Je sens mon regard s’affiner et s’élever sur les cimes, se durcir sur l’intolérable, en s’adoucissant sur les fissures et les abandons, mon humanité s’accélère dans un flot de supplément de vie.

La quête de perfection de soi nous amène à progresser sur les chemins de l’inconnu, de l’inattendu, encore nous faut-il rester attentif pour se saisir de l’or à son passage.

Et accepter que le désir intense d’être, devienne possiblement une réponse au développement de l’acuité et de la force nécessaire pour s’emparer de la source de vie jaillissante.

Je voudrais toujours te faire la promesse insolente que ce chiffre qui nous domine n’est qu’une synthèse insoumise à la durée, le produit du nombre, l’énergie se faisant profondeur dans la rencontre intime avec le premier forgeron de notre Vérité.

Ariana Barras

 

28 septembre 2015

SAMPLE BEAT

Fragile, il déambule, tenté par le trait noir de l’artiste.

Subtile funambule, à la quête de sa piste.

Seize pistes. Blanches et noires. Sample et beat dans sa mémoire.

Remixe le non-vide de ces matières liquides. Relief solide.

Corde de non-matière. Etat de passage vers la frontière.

Noir absolu. Pavé mosaïque. Embarque dans son caïque.

Marin ivre, comme le bateau du poète, de ses non-sons part à la conquête.

Faire régner l’harmonie. A son tour. Renaître la vie et trouver l’Amour.

 

http://lecumedessentiments.blogs.midilibre.com/

27 septembre 2015

ÉMOIS & MOI

Vois-tu, il me prend souvent cette nécessité de commencer quelque chose de nouveau, à ma façon et selon mon rythme, à mes images et selon mes rêves, à mes désirs et selon mes plaisirs.

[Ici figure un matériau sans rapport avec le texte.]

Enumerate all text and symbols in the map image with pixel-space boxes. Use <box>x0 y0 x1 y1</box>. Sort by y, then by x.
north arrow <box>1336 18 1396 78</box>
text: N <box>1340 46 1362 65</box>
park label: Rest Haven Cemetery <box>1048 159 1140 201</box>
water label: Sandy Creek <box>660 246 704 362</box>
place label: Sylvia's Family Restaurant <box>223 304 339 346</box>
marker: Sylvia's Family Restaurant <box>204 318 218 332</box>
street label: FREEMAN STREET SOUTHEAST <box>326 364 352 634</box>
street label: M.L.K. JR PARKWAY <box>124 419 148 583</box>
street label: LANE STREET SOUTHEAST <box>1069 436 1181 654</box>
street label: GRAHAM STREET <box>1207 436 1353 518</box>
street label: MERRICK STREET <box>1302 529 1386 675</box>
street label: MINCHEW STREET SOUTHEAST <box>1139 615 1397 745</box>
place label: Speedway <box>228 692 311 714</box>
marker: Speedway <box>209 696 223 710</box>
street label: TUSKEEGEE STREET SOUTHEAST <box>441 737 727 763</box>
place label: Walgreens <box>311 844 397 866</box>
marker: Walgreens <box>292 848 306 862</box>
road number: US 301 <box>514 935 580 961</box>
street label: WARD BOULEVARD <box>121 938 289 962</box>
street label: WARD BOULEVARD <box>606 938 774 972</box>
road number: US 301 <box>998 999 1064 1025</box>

Et puis, l’utilité d’apporter de la fluidité et de la consistance à mon histoire, à mon récit, avec de l’allure, celle de l’ouvrier de ce moi en qui j’espère parce que je ne peux me débarrasser de ce côté obsessionnel d’être vivant dans l’intensité, pour ne rien perdre, pour ne rien manquer.

Si tu savais comme c’est étrange, je n’ai rien vu passer et j’ai peine à m’habituer à ce chiffre qui me domine.

Mais ce privilège d’aujourd’hui fait que la concurrence immodérée entre les hommes, cette course effrénée vers le sommet de cocagne, désormais je m’en fiche royalement car je n’ai plus à me réhabiliter.

Vois-tu, l’avantage de l’accumulation des années, c’est la surprenante lucidité qu’elle offre, celle que l’on amoncelle le long de ce temps qui ne finira jamais de couler… sans toi peut être ?

Savall d’Arvo

 

 

26 septembre 2015

commentaire sur l'albatros

La tentation du blog littéraire à quatre mains, genre très en vogue ces temps-ci, a du bon quand il ressuscite de belles âmes. A celle de Savall, que nous savons tout de même talentueux, s’ajoute désormais celle d’Ariane. Pour tout vous avouer Madame, au tout début je vous laissais de côté car je ne pouvais accepter une intruse. Et puis je m’y suis fait puisqu’il vous imposait ! Alors comment ne pas vous suivre puisqu’il le faisait ? Oui vos écritures se synchronisent, mais je découvre peu à peu des voisinages qui s’éloignent et c’est tant mieux.